Give back, exactly as written, the lines from the first line of the data below through the line with "For a GIS import: Dump", and omit the pictures.

[Collected data entries]
================================

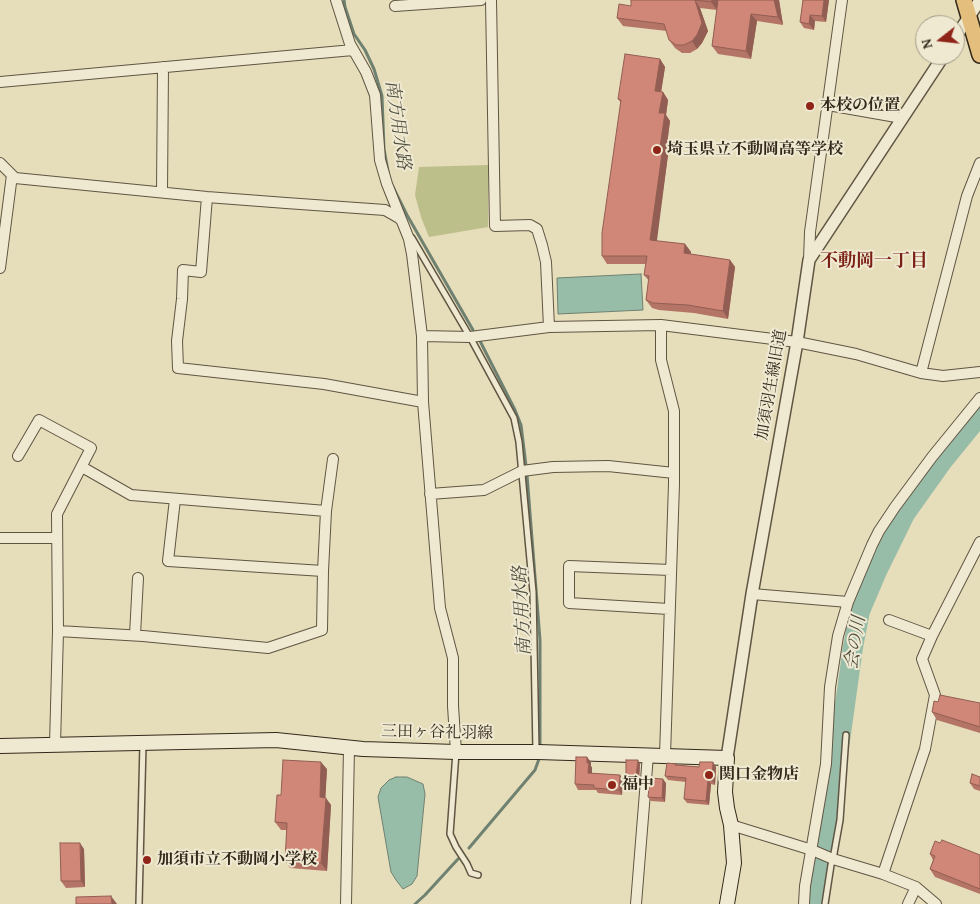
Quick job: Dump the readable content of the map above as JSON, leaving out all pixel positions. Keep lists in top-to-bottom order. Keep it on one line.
{"streets":{"main road":["三田ヶ谷礼羽線"],"street":["加須羽生線旧道"]},"crossings":[["加須羽生線旧道","三田ヶ谷礼羽線"]],"districts":["不動岡一丁目"],"water":["南方用水路","会の川"],"places":["本校の位置","埼玉県立不動岡高等学校","関口金物店","福中","加須市立不動岡小学校"],"north":"left"}
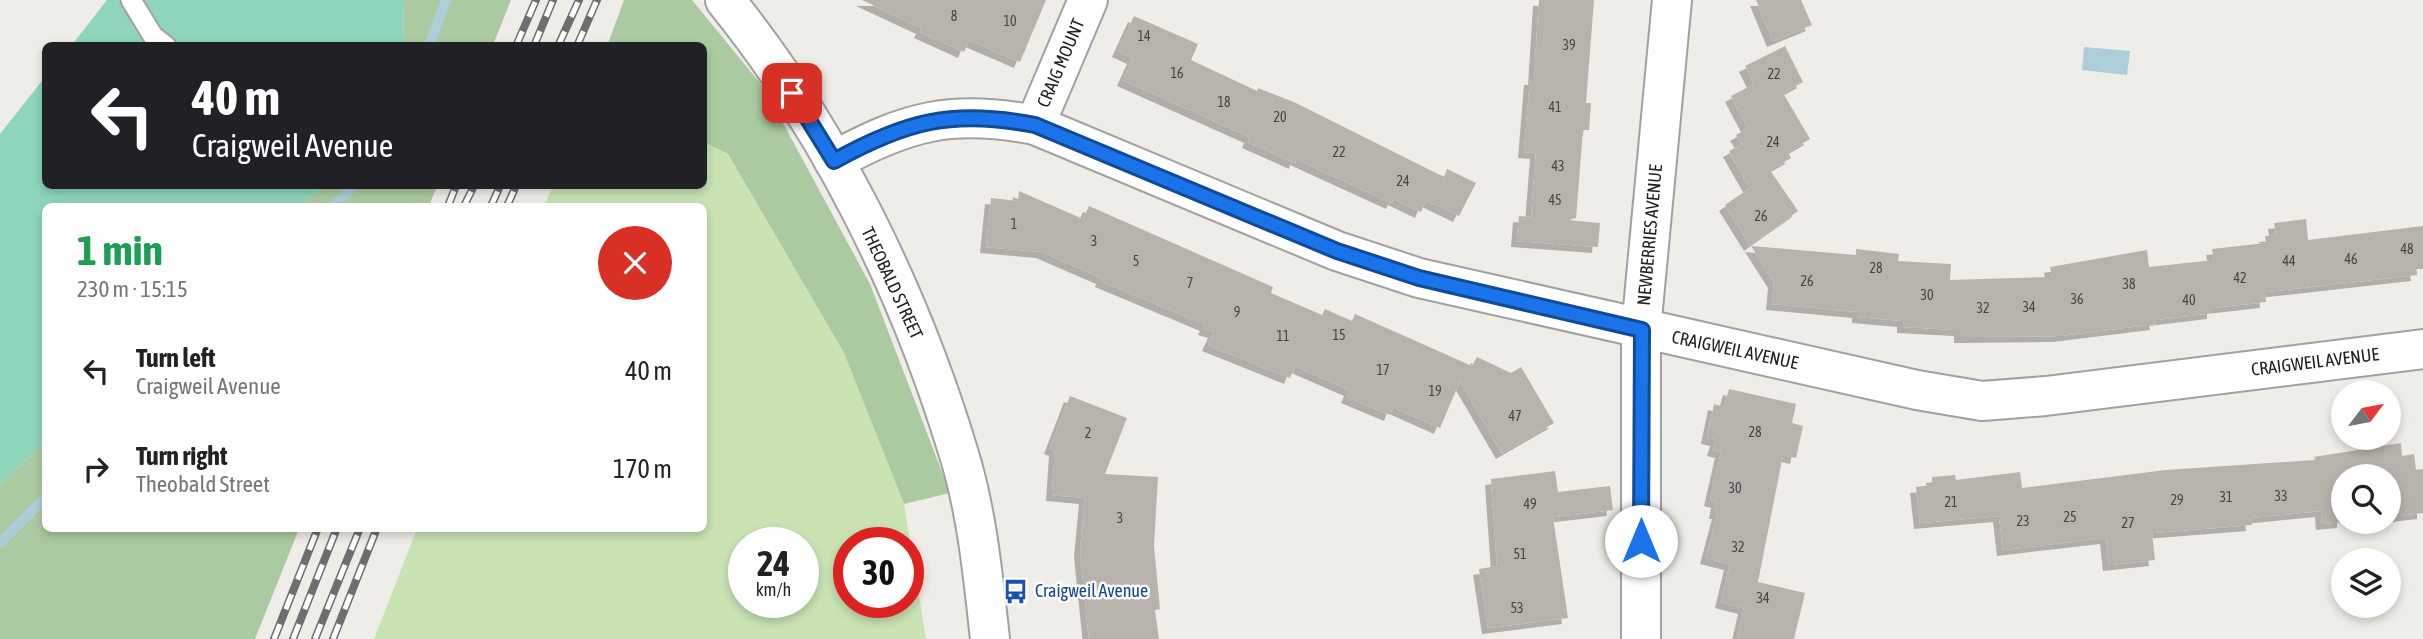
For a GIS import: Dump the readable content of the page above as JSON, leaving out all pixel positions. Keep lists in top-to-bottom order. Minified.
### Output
{"streets":{"street":["CRAIG MOUNT","NEWBERRIES AVENUE","THEOBALD STREET","CRAIGWEIL AVENUE"]},"crossings":[["CRAIG MOUNT","CRAIGWEIL AVENUE"],["NEWBERRIES AVENUE","CRAIGWEIL AVENUE"],["THEOBALD STREET","CRAIGWEIL AVENUE"]],"places":{"bus stop":["Craigweil Avenue"]},"house_numbers":["8","10","14","39","16","22","18","41","20","24","22","43","24","45","26","1","3","48","46","5","44","28","42","26","7","38","30","36","40","34","32","9","15","11","17","19","47","28","2","30","33","31","29","21","49","25","3","23","27","32","51","34","53"],"north":"top right","page":{"turn":["40 m","Craigweil Avenue"],"heading":["1 min","230 m · 15:15"],"list":[{"name":"Turn left","note":"Craigweil Avenue","value":"40 m"},{"name":"Turn right","note":"Theobald Street","value":"170 m"}],"speed":"24 km/h","limit":"30"}}
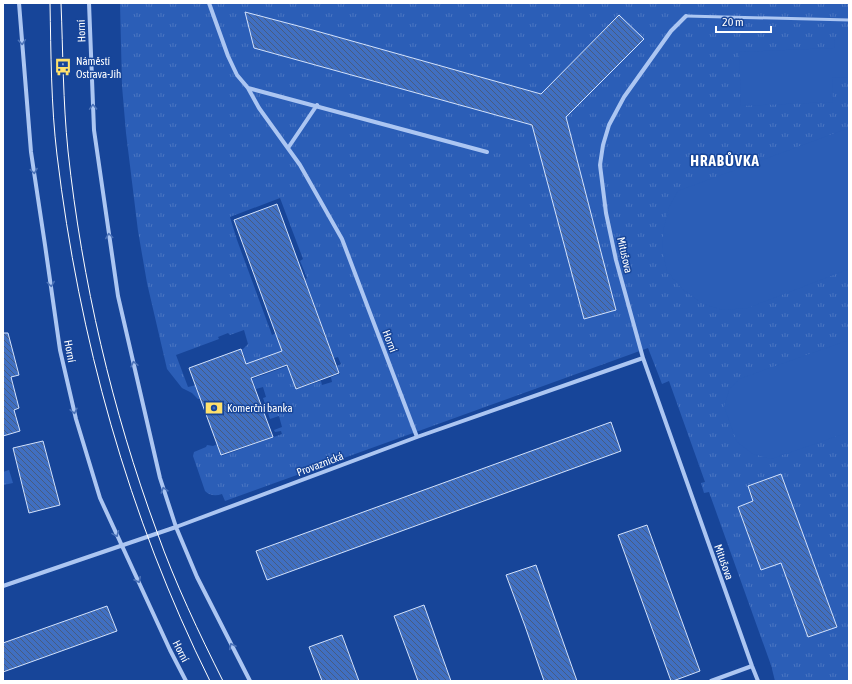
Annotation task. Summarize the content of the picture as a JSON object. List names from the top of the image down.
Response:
{
  "streets": {
    "street": ["Horní", "Mitušova", "Provaznická"]
  },
  "crossings": [
    ["Horní", "Provaznická"],
    ["Mitušova", "Provaznická"]
  ],
  "districts": ["HRABŮVKA"],
  "places": {
    "bus stop": ["Náměstí Ostrava-Jih"],
    "bank": ["Komerční banka"]
  },
  "scale_bar": "20 m"
}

================================

### Answer space
Quick job: Dump the readable content of the map above as JSON, leaving out all pixel positions. Keep lists in top-to-bottom order. Keep it on one line.
{"streets":{"main road":["三田ヶ谷礼羽線"],"street":["加須羽生線旧道"]},"crossings":[["加須羽生線旧道","三田ヶ谷礼羽線"]],"districts":["不動岡一丁目"],"water":["南方用水路","会の川"],"places":["本校の位置","埼玉県立不動岡高等学校","関口金物店","福中","加須市立不動岡小学校"],"north":"left"}
For a GIS import: Dump the readable content of the page above as JSON, leaving out all pixel positions. Keep lists in top-to-bottom order. Minified.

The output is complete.